Objectives: Previous studies have reported inconsistent evidence on associations between adolescents involved in different bullying subgroups (victims, offenders and offender-victims) and alcohol use. In addition, little is known about the underlying mechanisms between these bullying subgroups and alcohol use. The aim of this study was to clarify the association between the different bullying subgroups and alcohol use by investigating whether it is mediated by drinking motives.

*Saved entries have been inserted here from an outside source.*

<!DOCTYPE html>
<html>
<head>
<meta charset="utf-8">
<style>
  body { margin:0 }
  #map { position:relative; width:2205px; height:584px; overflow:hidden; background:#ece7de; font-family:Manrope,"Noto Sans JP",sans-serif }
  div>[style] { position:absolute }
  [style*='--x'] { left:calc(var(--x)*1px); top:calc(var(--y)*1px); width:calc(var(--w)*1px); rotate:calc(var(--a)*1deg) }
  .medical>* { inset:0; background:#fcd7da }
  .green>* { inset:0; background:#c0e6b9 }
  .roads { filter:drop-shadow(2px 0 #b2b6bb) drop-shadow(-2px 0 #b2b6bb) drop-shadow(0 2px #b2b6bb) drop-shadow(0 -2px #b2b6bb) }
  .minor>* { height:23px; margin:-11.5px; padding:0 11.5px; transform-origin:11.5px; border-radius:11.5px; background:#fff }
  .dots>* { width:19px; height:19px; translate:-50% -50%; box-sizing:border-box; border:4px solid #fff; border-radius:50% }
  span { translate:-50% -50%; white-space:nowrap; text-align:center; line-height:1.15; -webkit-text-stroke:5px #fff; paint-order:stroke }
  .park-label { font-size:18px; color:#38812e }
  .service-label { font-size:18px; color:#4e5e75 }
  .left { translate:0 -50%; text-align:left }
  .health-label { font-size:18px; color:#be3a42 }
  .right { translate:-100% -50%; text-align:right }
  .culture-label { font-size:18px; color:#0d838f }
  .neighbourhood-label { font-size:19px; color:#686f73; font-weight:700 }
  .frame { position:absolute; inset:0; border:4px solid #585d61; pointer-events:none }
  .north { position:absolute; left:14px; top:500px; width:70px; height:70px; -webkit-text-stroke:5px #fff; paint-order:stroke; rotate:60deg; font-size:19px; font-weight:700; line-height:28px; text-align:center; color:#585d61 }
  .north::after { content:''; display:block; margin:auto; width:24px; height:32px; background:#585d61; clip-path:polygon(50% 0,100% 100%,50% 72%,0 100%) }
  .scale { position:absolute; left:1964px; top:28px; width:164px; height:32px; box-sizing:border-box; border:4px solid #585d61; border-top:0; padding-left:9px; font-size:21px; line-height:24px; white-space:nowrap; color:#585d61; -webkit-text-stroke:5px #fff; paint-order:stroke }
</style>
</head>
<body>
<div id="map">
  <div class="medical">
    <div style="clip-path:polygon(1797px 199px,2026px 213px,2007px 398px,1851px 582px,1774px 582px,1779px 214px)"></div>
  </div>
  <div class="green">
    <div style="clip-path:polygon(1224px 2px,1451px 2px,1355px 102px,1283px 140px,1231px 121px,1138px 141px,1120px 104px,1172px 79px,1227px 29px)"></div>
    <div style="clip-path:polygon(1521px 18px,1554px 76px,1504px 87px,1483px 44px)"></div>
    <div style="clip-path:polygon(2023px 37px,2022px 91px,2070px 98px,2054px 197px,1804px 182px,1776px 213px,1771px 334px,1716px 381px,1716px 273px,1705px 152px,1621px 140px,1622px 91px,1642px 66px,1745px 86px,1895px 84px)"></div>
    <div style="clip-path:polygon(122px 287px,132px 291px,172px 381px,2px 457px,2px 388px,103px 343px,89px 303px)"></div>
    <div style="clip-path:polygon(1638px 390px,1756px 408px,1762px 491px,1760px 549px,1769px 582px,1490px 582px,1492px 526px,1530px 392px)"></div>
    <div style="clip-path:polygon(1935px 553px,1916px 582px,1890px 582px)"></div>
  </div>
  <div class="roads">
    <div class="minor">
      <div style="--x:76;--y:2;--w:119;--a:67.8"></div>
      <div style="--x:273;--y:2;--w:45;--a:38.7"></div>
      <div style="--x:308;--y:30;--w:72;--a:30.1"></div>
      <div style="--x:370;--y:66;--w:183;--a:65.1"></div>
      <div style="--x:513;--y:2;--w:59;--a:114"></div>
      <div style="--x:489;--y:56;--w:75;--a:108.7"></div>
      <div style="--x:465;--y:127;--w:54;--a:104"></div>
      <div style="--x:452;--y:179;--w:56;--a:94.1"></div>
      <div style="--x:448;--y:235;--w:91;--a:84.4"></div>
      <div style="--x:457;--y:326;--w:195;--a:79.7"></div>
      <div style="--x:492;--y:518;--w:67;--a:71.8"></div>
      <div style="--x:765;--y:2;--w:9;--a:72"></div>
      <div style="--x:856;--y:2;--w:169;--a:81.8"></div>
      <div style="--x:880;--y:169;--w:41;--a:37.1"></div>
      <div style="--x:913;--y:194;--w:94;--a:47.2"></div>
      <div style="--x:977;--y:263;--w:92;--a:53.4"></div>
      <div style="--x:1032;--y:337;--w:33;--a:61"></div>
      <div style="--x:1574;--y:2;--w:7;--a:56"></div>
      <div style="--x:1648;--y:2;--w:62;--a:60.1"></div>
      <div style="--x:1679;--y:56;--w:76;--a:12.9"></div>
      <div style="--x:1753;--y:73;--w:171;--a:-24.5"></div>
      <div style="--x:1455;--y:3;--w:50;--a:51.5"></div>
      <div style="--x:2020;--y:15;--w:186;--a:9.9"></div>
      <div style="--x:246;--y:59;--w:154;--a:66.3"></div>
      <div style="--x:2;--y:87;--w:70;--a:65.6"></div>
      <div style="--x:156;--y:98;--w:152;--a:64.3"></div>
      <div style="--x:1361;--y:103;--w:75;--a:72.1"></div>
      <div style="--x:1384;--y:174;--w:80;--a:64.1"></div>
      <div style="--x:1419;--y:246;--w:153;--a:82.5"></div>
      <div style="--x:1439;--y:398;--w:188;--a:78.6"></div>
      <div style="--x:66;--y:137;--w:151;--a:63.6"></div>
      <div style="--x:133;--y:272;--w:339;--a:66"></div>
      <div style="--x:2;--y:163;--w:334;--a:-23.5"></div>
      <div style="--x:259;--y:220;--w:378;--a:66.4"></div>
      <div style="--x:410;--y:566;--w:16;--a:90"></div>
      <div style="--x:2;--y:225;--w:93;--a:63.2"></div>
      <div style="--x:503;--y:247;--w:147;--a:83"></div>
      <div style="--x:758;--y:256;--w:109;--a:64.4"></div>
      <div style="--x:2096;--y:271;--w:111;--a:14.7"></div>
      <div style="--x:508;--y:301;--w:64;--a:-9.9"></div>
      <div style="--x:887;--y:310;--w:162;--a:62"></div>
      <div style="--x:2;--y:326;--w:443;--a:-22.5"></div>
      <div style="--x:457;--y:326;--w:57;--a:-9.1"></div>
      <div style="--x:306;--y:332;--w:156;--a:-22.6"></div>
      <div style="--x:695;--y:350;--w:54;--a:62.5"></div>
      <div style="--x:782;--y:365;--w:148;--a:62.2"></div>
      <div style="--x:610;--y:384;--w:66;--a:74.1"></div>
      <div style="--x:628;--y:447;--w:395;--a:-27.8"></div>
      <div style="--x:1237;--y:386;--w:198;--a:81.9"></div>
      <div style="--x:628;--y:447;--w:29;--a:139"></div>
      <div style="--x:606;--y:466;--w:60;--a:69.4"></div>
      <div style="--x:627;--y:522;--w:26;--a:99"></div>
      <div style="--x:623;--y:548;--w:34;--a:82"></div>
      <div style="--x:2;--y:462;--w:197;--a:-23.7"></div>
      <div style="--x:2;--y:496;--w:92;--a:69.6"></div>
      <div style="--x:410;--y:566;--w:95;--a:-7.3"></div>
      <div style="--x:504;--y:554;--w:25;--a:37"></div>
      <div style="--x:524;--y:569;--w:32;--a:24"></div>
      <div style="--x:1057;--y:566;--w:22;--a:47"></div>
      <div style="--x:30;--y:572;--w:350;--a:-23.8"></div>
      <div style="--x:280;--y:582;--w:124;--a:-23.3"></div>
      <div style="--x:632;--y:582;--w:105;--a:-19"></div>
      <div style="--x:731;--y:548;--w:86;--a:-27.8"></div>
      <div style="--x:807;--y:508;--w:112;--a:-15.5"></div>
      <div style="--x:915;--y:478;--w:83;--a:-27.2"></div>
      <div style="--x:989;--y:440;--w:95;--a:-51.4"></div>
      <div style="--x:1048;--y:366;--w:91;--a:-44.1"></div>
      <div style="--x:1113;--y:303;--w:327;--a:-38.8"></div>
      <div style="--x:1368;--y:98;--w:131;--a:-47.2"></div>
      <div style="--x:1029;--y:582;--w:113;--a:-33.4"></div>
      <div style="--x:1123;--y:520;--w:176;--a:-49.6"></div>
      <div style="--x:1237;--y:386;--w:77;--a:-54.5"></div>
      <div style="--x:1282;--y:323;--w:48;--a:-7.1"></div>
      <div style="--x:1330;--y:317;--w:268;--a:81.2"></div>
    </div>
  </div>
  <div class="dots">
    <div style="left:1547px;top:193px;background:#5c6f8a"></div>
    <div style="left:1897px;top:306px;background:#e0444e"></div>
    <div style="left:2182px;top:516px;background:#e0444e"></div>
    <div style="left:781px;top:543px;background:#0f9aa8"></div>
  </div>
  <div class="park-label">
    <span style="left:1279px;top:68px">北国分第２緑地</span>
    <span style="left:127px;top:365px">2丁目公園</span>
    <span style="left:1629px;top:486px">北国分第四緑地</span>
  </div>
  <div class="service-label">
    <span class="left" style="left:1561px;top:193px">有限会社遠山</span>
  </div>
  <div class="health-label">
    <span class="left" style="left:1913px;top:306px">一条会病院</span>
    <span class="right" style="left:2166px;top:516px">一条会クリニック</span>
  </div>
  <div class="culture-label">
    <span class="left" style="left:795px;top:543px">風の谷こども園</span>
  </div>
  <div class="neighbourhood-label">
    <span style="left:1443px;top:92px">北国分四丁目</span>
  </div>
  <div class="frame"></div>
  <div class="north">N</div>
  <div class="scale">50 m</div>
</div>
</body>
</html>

Methods: Structural equation models were estimated based on a nationally representative sample of 2548 alcohol-experienced 12 to 17-year-olds who participated in the 2010 Health Behaviour in School-Aged Children survey in Switzerland.
Results: Consistent for both alcohol outcomes (drunkenness and drinking volume), male and female offenders presented higher levels of alcohol use than those not involved in bullying, not only per se (direct link) but also due to higher levels of enhancement and social drinking motives (indirect link). Victims, meanwhile, presented lower levels of alcohol use through an indirect link, with lower levels of enhancement (boys and girls) and social motives (boys). The higher levels of alcohol use among offender-victims were mediated by all four drinking motives among girls, and in particular by coping motives among boys.
Conclusions: In most cases, different levels of alcohol use in the bullying subgroups are due to differences in drinking motives. For prevention, it is important to take account of the differences in drinking motives and problems of offenders, victims and offender-victims.
Keywords: Adolescents; Alcohol use; Bullying; Drinking motives.